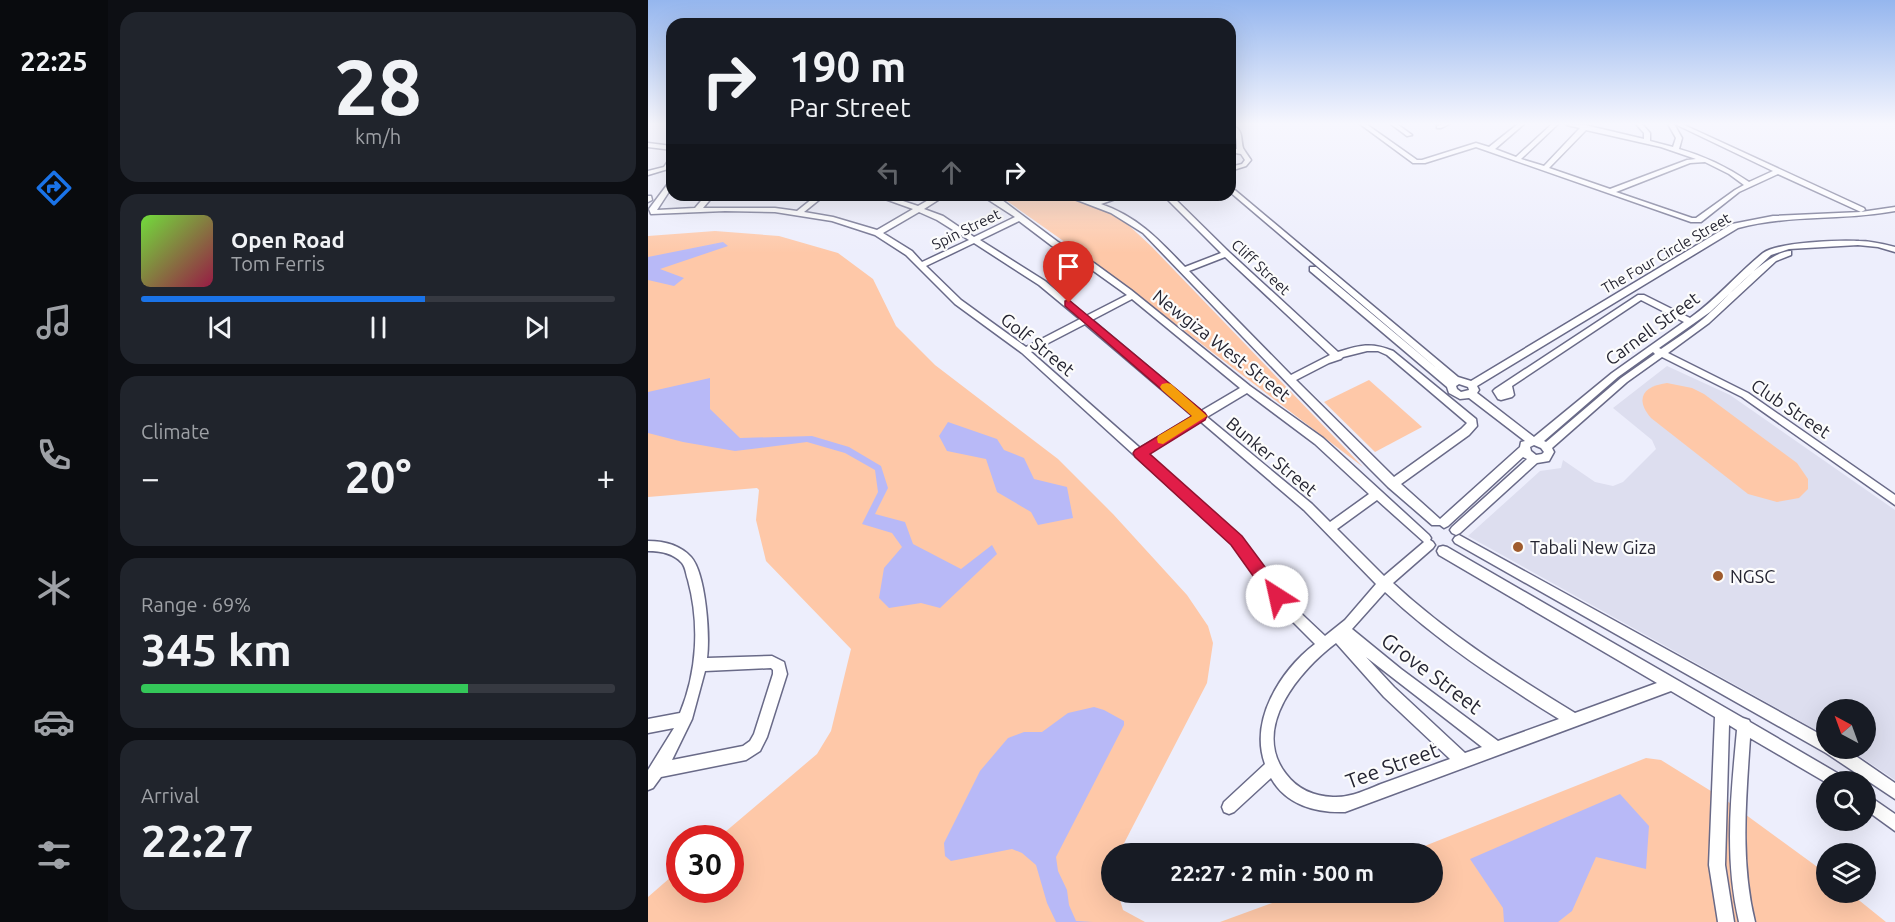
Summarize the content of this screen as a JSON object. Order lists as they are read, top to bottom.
{
  "streets": {
    "street": [
      "Spin Street",
      "The Four Circle Street",
      "Cliff Street",
      "Carnell Street",
      "Golf Street",
      "Newgiza West Street",
      "Club Street",
      "Bunker Street",
      "Grove Street",
      "Tee Street"
    ]
  },
  "crossings": [
    ["Spin Street", "Golf Street"],
    ["Spin Street", "Newgiza West Street"],
    ["Spin Street", "Bunker Street"],
    ["Carnell Street", "Club Street"],
    ["Golf Street", "Tee Street"],
    ["Newgiza West Street", "Tee Street"],
    ["Bunker Street", "Tee Street"],
    ["Grove Street", "Tee Street"]
  ],
  "places": ["Tabali New Giza", "NGSC"],
  "north": "top left",
  "page": {
    "tabs": "22:25",
    "tile": [
      ["28", "km/h"],
      "Climate",
      ["Range · 69%", "345 km"],
      ["Arrival", "22:27"]
    ],
    "turn": ["190 m", "Par Street"],
    "song": ["Open Road", "Tom Ferris"],
    "heat": ["−", "20°", "+"],
    "limit": "30",
    "trip": "22:27 · 2 min · 500 m"
  }
}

### Problem statement:
Retype the listing exactly. Leave the pictures out.

### Exercise answer:
Summarize the content of this screen as a JSON object. Order lists as they are read, top to bottom.
{
  "streets": {
    "street": [
      "Spin Street",
      "The Four Circle Street",
      "Cliff Street",
      "Carnell Street",
      "Golf Street",
      "Newgiza West Street",
      "Club Street",
      "Bunker Street",
      "Grove Street",
      "Tee Street"
    ]
  },
  "crossings": [
    ["Spin Street", "Golf Street"],
    ["Spin Street", "Newgiza West Street"],
    ["Spin Street", "Bunker Street"],
    ["Carnell Street", "Club Street"],
    ["Golf Street", "Tee Street"],
    ["Newgiza West Street", "Tee Street"],
    ["Bunker Street", "Tee Street"],
    ["Grove Street", "Tee Street"]
  ],
  "places": ["Tabali New Giza", "NGSC"],
  "north": "top left",
  "page": {
    "tabs": "22:25",
    "tile": [
      ["28", "km/h"],
      "Climate",
      ["Range · 69%", "345 km"],
      ["Arrival", "22:27"]
    ],
    "turn": ["190 m", "Par Street"],
    "song": ["Open Road", "Tom Ferris"],
    "heat": ["−", "20°", "+"],
    "limit": "30",
    "trip": "22:27 · 2 min · 500 m"
  }
}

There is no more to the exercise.